[[ Provided records open ]]

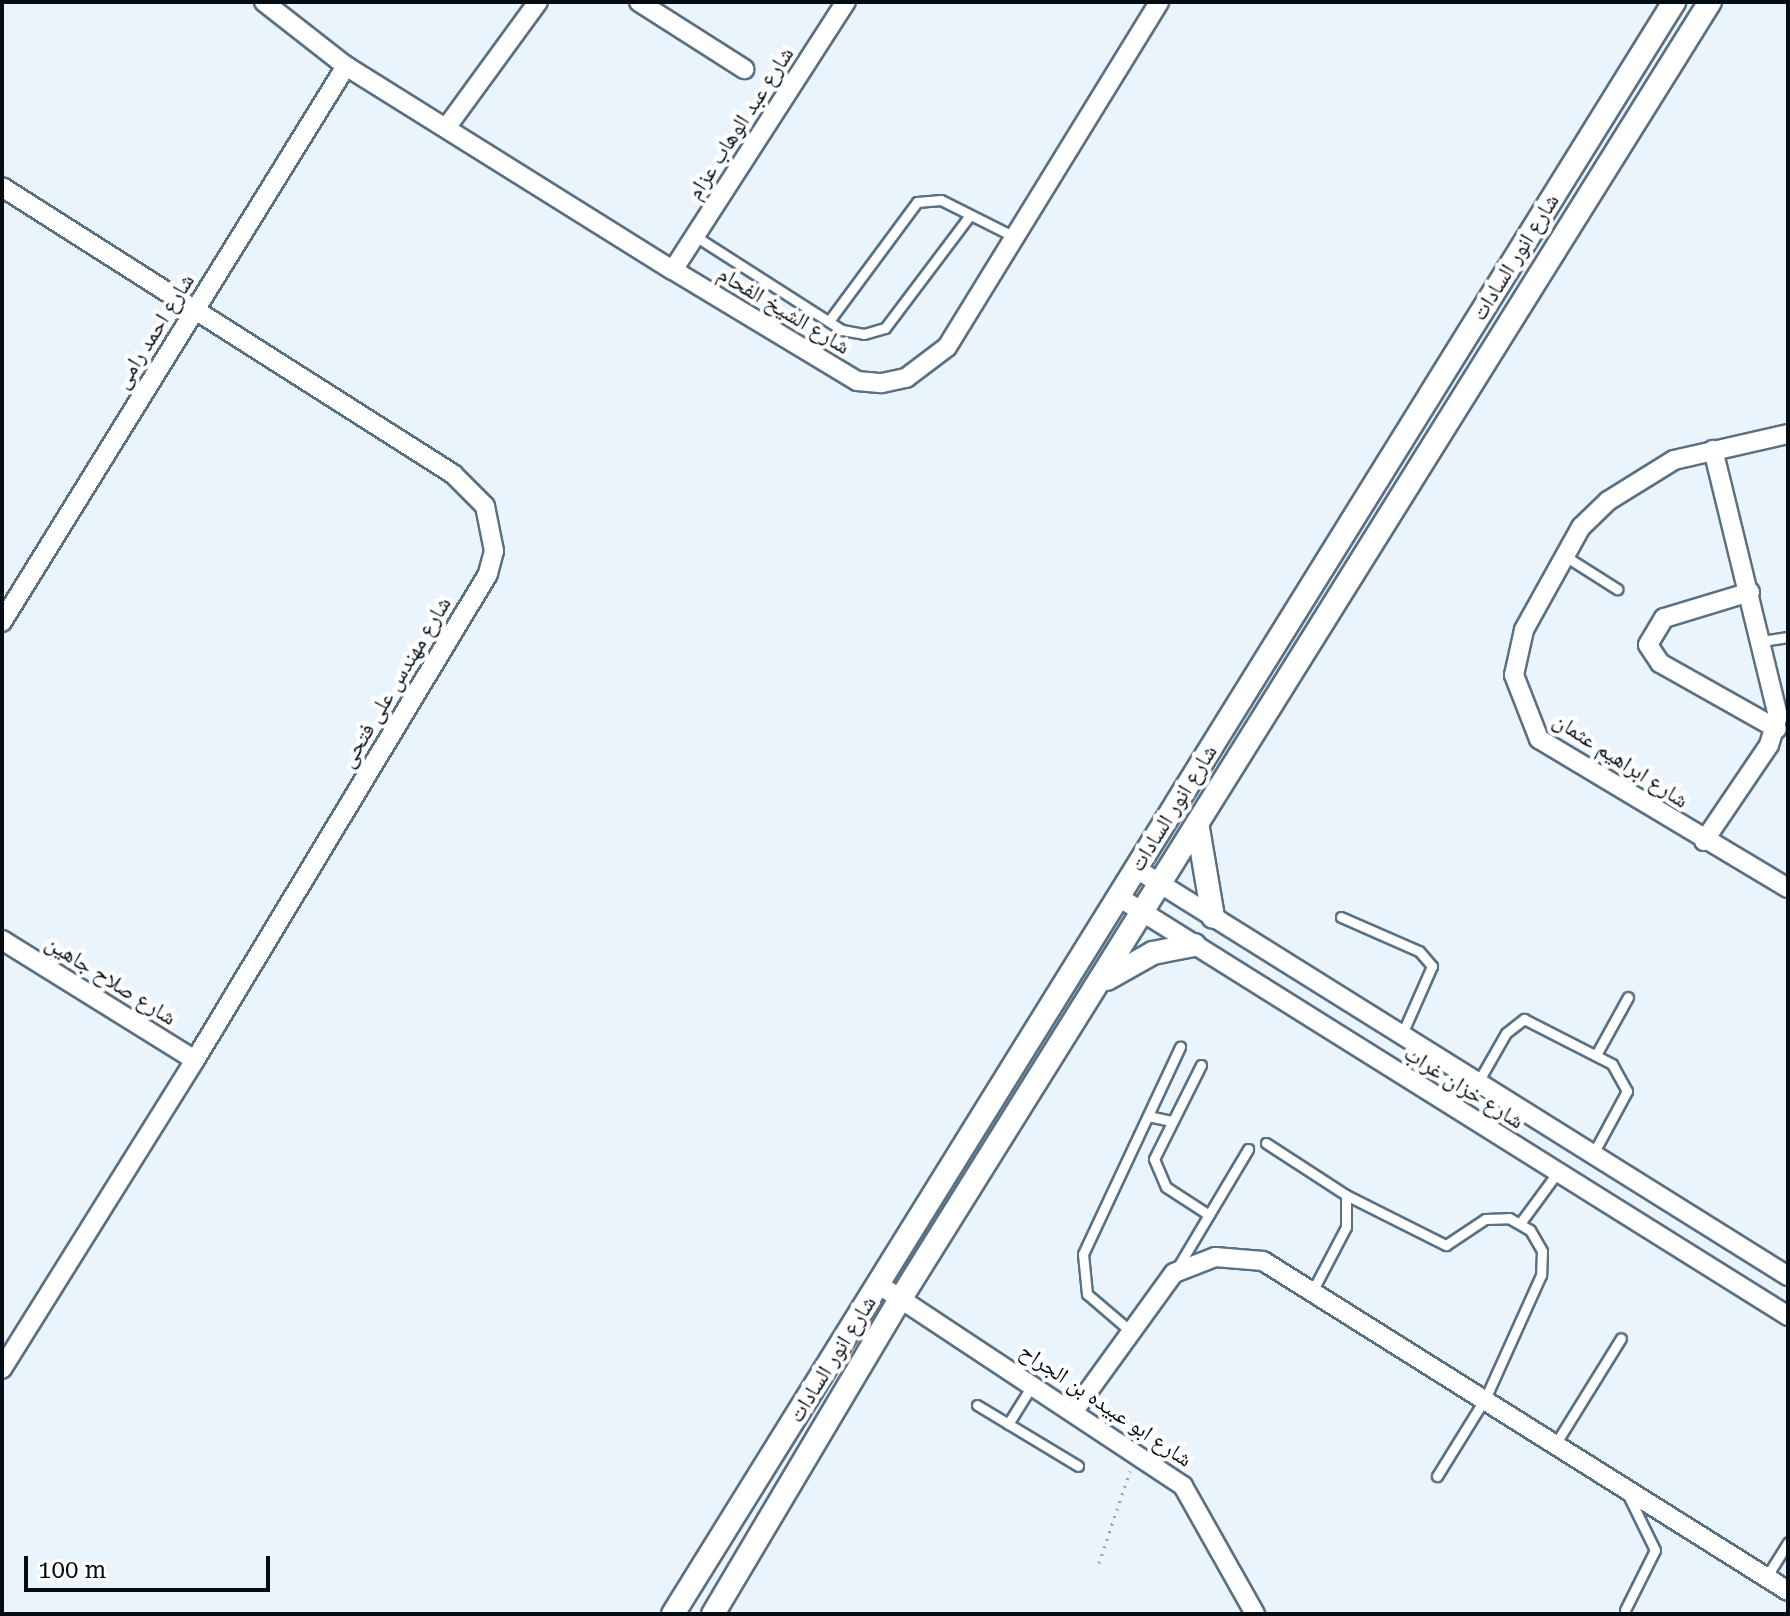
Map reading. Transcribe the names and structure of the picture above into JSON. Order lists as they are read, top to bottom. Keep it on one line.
{"streets":{"street":["شارع عبد الوهاب عزام","شارع انور السادات","شارع الشيخ الفحام","شارع احمد رامى","شارع مهندس على فتحى","شارع ابراهيم عثمان","شارع صلاح جاهين","شارع خزان غراب","شارع ابو عبيده بن الجراح"]},"crossings":[["شارع عبد الوهاب عزام","شارع الشيخ الفحام"],["شارع انور السادات","شارع خزان غراب"],["شارع انور السادات","شارع ابو عبيده بن الجراح"],["شارع الشيخ الفحام","شارع احمد رامى"],["شارع احمد رامى","شارع مهندس على فتحى"],["شارع مهندس على فتحى","شارع صلاح جاهين"]],"scale_bar":"100 m"}
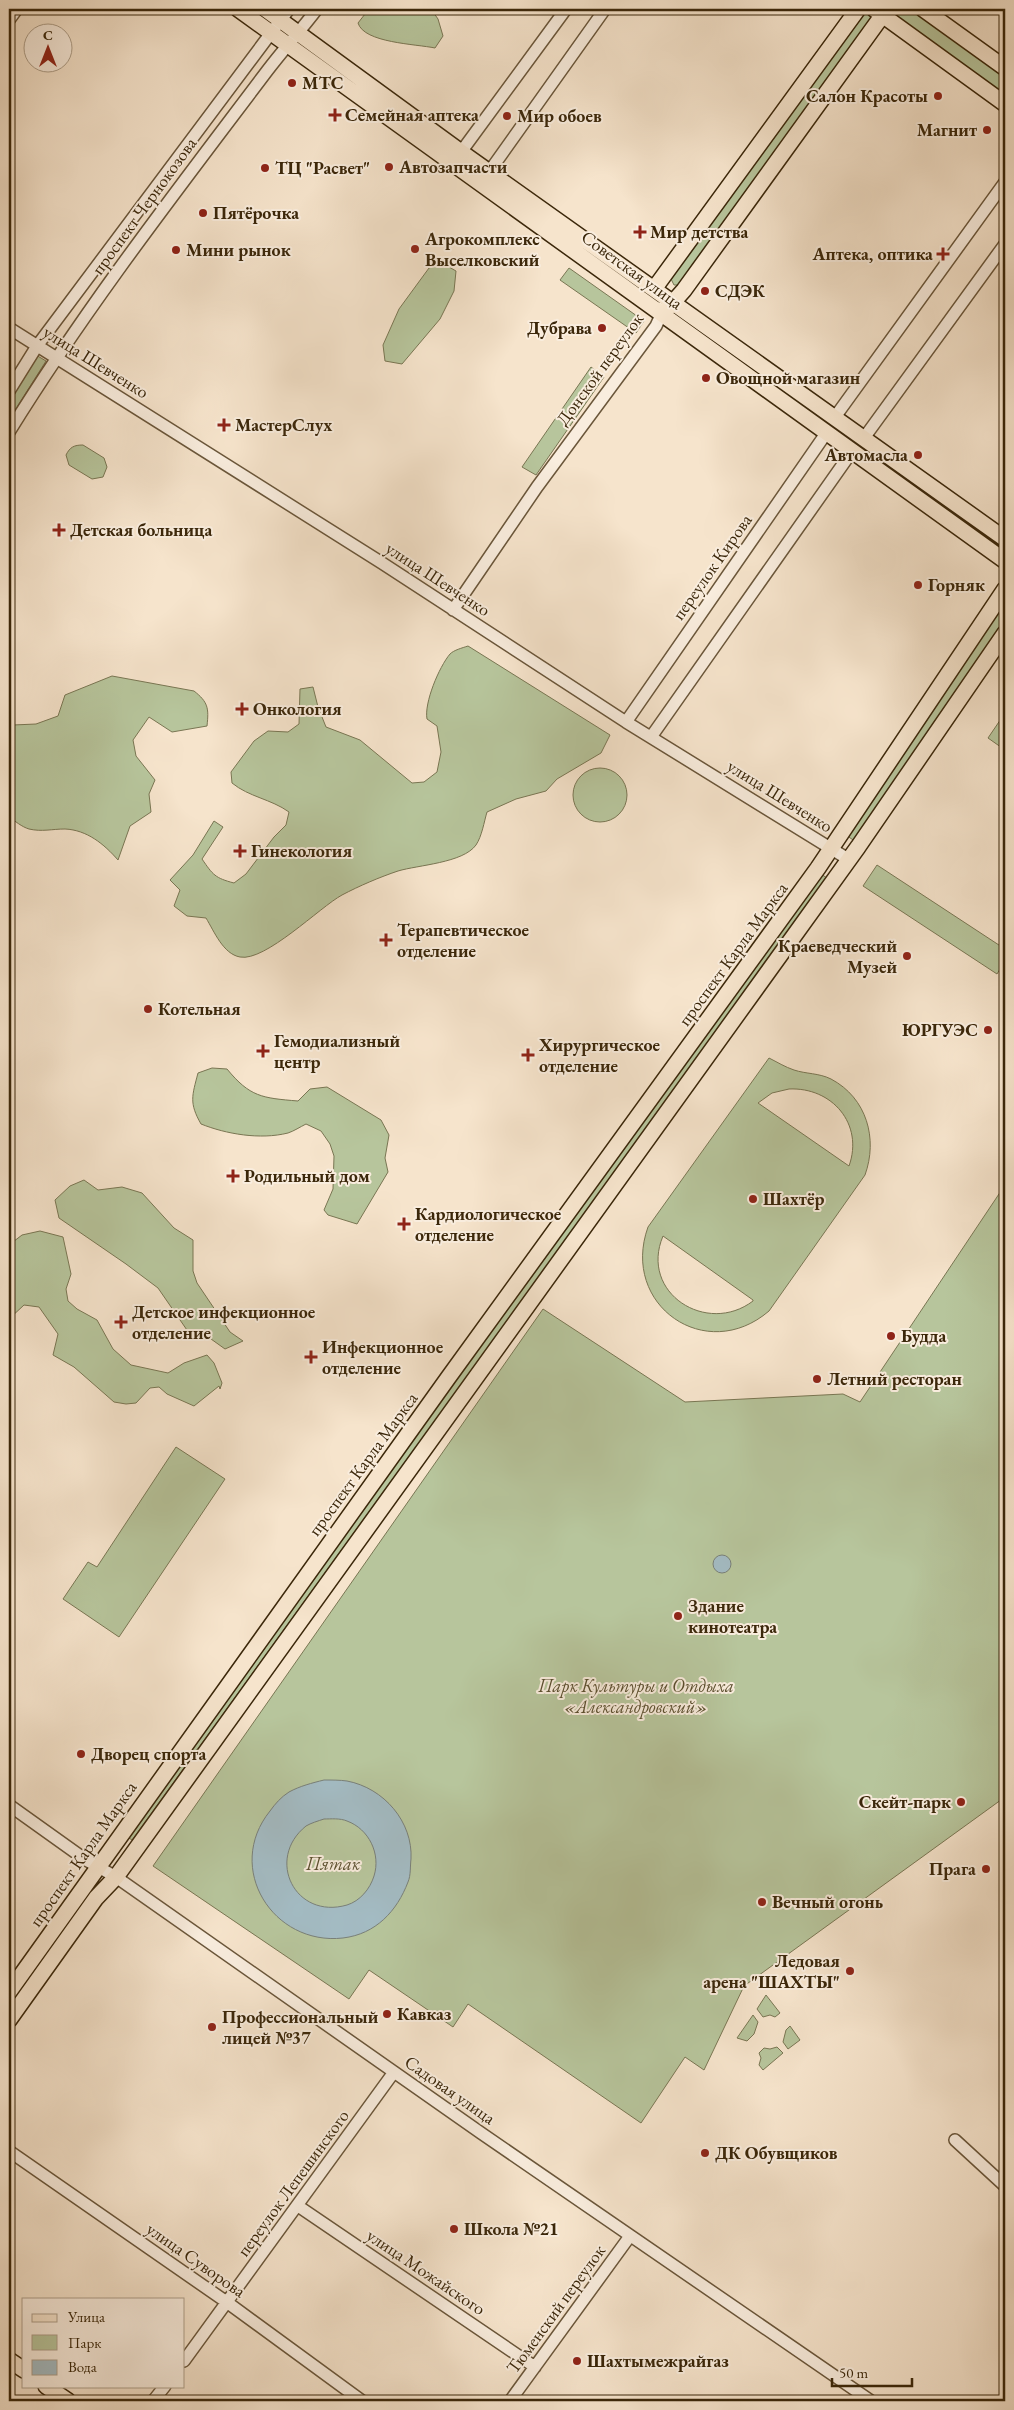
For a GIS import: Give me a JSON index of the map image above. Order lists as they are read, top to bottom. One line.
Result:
{"streets":{"main road":["Советская улица","Донской переулок","проспект Карла Маркса"],"street":["проспект Чернокозова","улица Шевченко","переулок Кирова","Садовая улица","переулок Лепешинского","улица Суворова","улица Можайского","Тюменский переулок"]},"crossings":[["проспект Чернокозова","Советская улица"],["проспект Чернокозова","улица Шевченко"],["Советская улица","Донской переулок"],["Советская улица","переулок Кирова"],["улица Шевченко","Донской переулок"],["улица Шевченко","переулок Кирова"],["улица Шевченко","проспект Карла Маркса"],["проспект Карла Маркса","Садовая улица"],["Садовая улица","переулок Лепешинского"],["Садовая улица","Тюменский переулок"],["переулок Лепешинского","улица Суворова"],["переулок Лепешинского","улица Можайского"],["улица Можайского","Тюменский переулок"]],"parks":["Парк Культуры и Отдыха «Александровский»","Пятак"],"places":{"other":["МТС","Салон Красоты","Мир обоев","Магнит","Автозапчасти","ТЦ \"Расвет\"","Пятёрочка","Агрокомплекс Выселковский","Мини рынок","СДЭК","Дубрава","Овощной магазин","Автомасла","Горняк","Краеведческий Музей","Котельная","ЮРГУЭС","Шахтёр","Будда","Летний ресторан","Здание кинотеатра","Дворец спорта","Скейт-парк","Прага","Вечный огонь","Ледовая арена \"ШАХТЫ\"","Кавказ","Профессиональный лицей №37","ДК Обувщиков","Школа №21","Шахтымежрайгаз"],"health":["Семейная аптека","Мир детства","Аптека, оптика","МастерСлух","Детская больница","Онкология","Гинекология","Терапевтическое отделение","Гемодиализный центр","Хирургическое отделение","Родильный дом","Кардиологическое отделение","Детское инфекционное отделение","Инфекционное отделение"]},"legend":["Улица","Парк","Вода"],"scale_bar":"50 m","north":"top"}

[[ Provided records closed ]]

> [Exercise brief]: Transcribe the entries from their first line to the line that holds "For a GIS import: Give", both included, and skip every picture.

> [Answer area]:
Map reading. Transcribe the names and structure of the picture above into JSON. Order lists as they are read, top to bottom. Keep it on one line.
{"streets":{"street":["شارع عبد الوهاب عزام","شارع انور السادات","شارع الشيخ الفحام","شارع احمد رامى","شارع مهندس على فتحى","شارع ابراهيم عثمان","شارع صلاح جاهين","شارع خزان غراب","شارع ابو عبيده بن الجراح"]},"crossings":[["شارع عبد الوهاب عزام","شارع الشيخ الفحام"],["شارع انور السادات","شارع خزان غراب"],["شارع انور السادات","شارع ابو عبيده بن الجراح"],["شارع الشيخ الفحام","شارع احمد رامى"],["شارع احمد رامى","شارع مهندس على فتحى"],["شارع مهندس على فتحى","شارع صلاح جاهين"]],"scale_bar":"100 m"}
For a GIS import: Give me a JSON index of the map image above. Order lists as they are read, top to bottom. One line.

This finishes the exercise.